Something in Wells’s second report must have struck a nerve because, after it ran, Un posted a nearly 400-word tirade in which she ripped into McIver, Stellberger, and Wells. She mentioned “culture vultures dressed in normcore who move slowly through BK,” touched on “internalized misogyny,” “colonial narratives,” and “white saviorism,” and called white people “the crème de la crème at gaslighting!”

Un did not specify the ways in which she and her staff had been wronged but promised that she and her colleagues would share, “when we are ready.” It was as if she’d flipped open a cancellation handbook and grabbed a fistful of trigger words to throw at the reviewer and her former employers.

Her post garnered close to 400 comments, with nearly everybody praising the chef not only for defiantly speaking out about what many agreed is standard-issue treatment in the restaurant business but also thanking the team’s efforts to put Vietnamese and Cambodian food on the map.

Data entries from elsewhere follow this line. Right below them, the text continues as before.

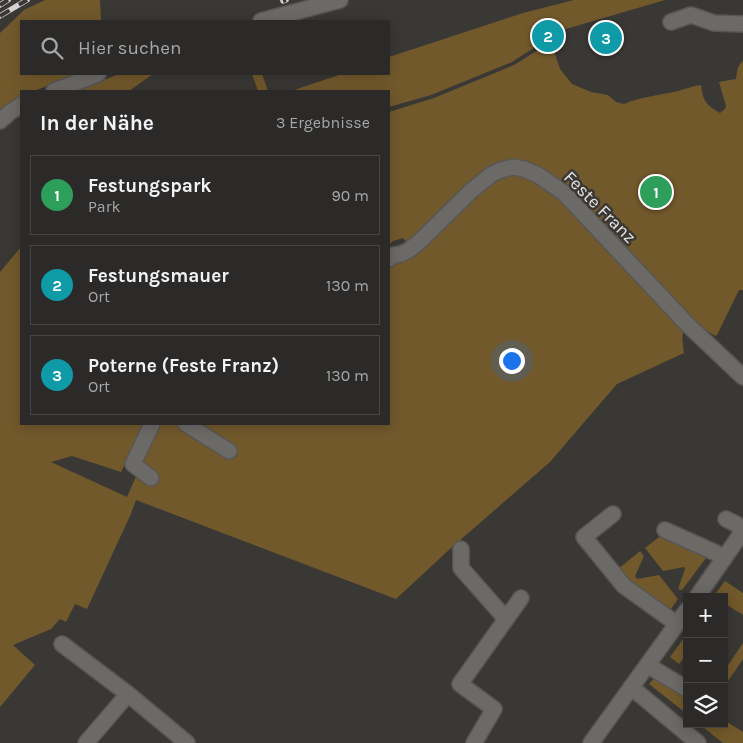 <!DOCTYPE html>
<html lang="de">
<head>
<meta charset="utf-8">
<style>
	:root { --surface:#2b2a28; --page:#333230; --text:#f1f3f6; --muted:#a6a7a8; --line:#474645; --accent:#db2777 }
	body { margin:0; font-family:Karla,sans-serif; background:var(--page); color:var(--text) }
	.controls { position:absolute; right:15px; bottom:15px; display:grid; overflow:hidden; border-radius:0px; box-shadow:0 2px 12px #0003 }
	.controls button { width:45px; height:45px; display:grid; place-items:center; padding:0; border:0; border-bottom:1px solid var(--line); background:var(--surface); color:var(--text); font:25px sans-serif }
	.you { position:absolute; left:511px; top:360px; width:18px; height:18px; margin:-12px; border:4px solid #fff; border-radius:50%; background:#1a73e8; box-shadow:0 0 0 8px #1a73e833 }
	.badge { display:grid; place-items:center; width:32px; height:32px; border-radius:50%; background:var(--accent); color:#fff; font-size:16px; font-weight:700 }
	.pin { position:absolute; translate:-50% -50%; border:2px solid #fff; box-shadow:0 1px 5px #0006 }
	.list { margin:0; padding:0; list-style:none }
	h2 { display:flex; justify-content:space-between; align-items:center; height:65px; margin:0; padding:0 20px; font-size:21px }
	h2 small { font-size:16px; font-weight:400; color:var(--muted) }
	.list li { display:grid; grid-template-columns:32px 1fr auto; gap:15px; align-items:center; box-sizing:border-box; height:80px; margin:0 10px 10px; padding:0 10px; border:1px solid var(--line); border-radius:0px }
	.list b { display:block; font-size:19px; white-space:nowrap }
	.list p { margin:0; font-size:16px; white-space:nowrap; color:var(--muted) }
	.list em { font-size:16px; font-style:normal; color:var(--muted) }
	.icon { flex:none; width:28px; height:28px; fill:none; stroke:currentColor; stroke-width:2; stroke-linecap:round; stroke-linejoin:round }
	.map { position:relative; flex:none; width:743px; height:743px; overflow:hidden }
	.search { position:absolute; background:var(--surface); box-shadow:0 2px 12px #0003; left:20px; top:20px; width:370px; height:55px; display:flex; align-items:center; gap:12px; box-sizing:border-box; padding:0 18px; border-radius:0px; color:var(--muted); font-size:19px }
	.panel { position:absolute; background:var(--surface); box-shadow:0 2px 12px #0003; left:20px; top:90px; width:370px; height:335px; border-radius:0px }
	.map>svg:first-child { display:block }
</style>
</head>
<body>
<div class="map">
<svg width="743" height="743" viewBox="0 0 743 743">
	<rect width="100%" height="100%" fill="#393835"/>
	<path fill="#72592c" d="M 45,0 L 100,0 L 101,21 L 21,21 L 21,74 L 78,74 L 34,91 L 21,91 L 21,97 L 0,110 L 0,33 L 24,10 Z
		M 574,0 L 665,0 L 542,36 L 543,42 L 512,62 L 431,95 L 389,107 L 389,91 L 291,91 L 342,74 L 389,74 L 389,57 L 523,13 Z
		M 551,42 L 560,69 L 572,84 L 591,92 L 608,95 L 616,102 L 624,104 C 641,97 660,95 678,91 C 686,89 692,86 701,85 C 703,101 706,105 720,113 L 725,109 L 726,106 L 719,82 L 736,79 C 737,73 737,65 743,61 L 743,290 L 739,290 L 717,335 L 715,336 L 691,320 C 680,332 682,338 684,353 L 617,384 L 550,462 L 451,548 L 396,599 L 136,500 L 130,516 L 87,609 L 75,604 L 66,622 L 60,619 L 51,629 L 13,645 L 35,665 L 0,707 L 0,272 L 21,247 L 21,424 L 144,424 L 121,472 L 72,456 L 51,462 L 127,497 L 159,424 L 389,424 L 389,268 L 409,245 L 403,238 L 393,241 L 389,245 L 389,112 L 434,98 L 514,65 Z
		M 119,74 L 153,74 L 129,91 L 77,91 Z
		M 252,74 L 262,74 L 268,91 L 258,91 Z
		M 663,534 L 709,554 L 682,590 L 678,589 L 685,569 L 684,567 L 663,571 L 645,548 Z
		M 640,551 L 644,556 L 635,576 L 637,579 L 659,575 L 678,599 L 668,613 L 617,570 Z
		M 725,581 L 743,593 L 743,615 L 724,603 L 724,597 L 713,597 Z
		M 687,634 L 687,653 L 679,664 L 670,657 Z
		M 743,643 L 743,659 L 724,687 L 724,671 Z
		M 656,676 L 687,695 L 687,714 L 649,684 Z
		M 724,720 L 743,732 L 743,743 L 723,743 L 699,724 L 724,724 Z"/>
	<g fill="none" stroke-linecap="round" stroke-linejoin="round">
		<defs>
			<path id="minor" d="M 261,21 L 340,0
				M 671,22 L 691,15 L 714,23 L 743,24
				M 54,91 L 98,74
				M 0,121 L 10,112 L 21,105
				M 389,259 L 394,255 L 401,254 L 409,250 L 419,242 L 471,191 L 492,174 L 501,170 L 513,167 L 524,169 L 538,175 L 564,193 L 687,324 L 743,377
				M 186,424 L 229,451
				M 151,478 L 133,464 L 152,424
				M 613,514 L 584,537 L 624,586 L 677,624
				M 726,519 L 736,524 L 743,529
				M 665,530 L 716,553 L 724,559
				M 461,549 L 461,568 L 506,619
				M 697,597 L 743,531
				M 62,644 L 128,694 L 187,743
				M 647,665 L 687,689
				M 631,687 L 698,743
				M 86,743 L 128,694
				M 474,743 L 494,709 L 460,684 L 521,598
				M 591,743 L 687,610"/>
		</defs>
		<use href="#minor" stroke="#575654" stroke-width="18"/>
		<use href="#minor" stroke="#6c6a67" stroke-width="15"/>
		<defs>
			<path id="rail" d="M 283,1 L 286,0
				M 0,5 L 8,0
				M 0,16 L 27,0"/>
		</defs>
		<use href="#rail" stroke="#d2d1cf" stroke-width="5.5"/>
		<use href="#rail" stroke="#393835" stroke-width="4" stroke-dasharray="11" stroke-linecap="butt"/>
	</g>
	<g text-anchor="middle" stroke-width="5" stroke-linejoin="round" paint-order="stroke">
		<g font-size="18" fill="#e4e3e1" stroke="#393835">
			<text transform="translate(600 207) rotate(45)" y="6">Feste Franz</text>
		</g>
	</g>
</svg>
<div class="controls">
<button>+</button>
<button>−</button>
<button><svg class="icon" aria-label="layers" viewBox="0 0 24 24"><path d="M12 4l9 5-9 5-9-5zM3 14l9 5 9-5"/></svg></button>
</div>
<div class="you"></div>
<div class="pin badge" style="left:656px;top:192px;background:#2e9e5b">1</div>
<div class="pin badge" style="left:548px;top:36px;background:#0f9aa8">2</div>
<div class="pin badge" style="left:606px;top:38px;background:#0f9aa8">3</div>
<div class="search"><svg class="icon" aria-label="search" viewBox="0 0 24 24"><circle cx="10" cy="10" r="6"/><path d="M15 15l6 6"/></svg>Hier suchen</div>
<section class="panel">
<h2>In der Nähe<small>3 Ergebnisse</small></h2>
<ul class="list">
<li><span class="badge" style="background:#2e9e5b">1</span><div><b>Festungspark</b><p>Park</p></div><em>90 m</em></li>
<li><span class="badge" style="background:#0f9aa8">2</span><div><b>Festungsmauer</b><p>Ort</p></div><em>130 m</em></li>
<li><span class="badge" style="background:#0f9aa8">3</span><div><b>Poterne (Feste Franz)</b><p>Ort</p></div><em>130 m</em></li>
</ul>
</section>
</div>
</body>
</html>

Since that post, neither Un, Ha, Burns, nor Warren has provided any specifics to the press or public (and they did not respond to requests for comment from Air Mail), but a reporter for Eater spoke with a number of former Outerspace employees who were thrilled by Un’s post, claiming it “blew the lid off a shocking, stressful work experience that they thought would go unnoticed.”

A bustling Outerspace, before it closed.

A spokesperson for Outerspace issued a comment to Air Mail, saying in part, “As a first-time ‘pandemic restaurant’ it is unfair to characterize Outerspace as emblematic of the industry. Unlike many other restaurants, we gave our chefs substantial control over this project and their own compensation agreements, and any assertion to the contrary is not true. We always tried to hear our staff’s concerns and respond to them. Our goal was to operate a temporary restaurant in order to reinvigorate our struggling business and provide job opportunities in our community, and we are proud of the many employees that worked hard to make that a reality.”

The trio has promised to continue collaborating this summer, and this week they announced that they would be spending the weekend cooking at Grimm Artisanal Ales, also in East Williamsburg. So, if you want to know what all the fuss is about—food and fury both—throw on anything but your best normcore khakis and go find out.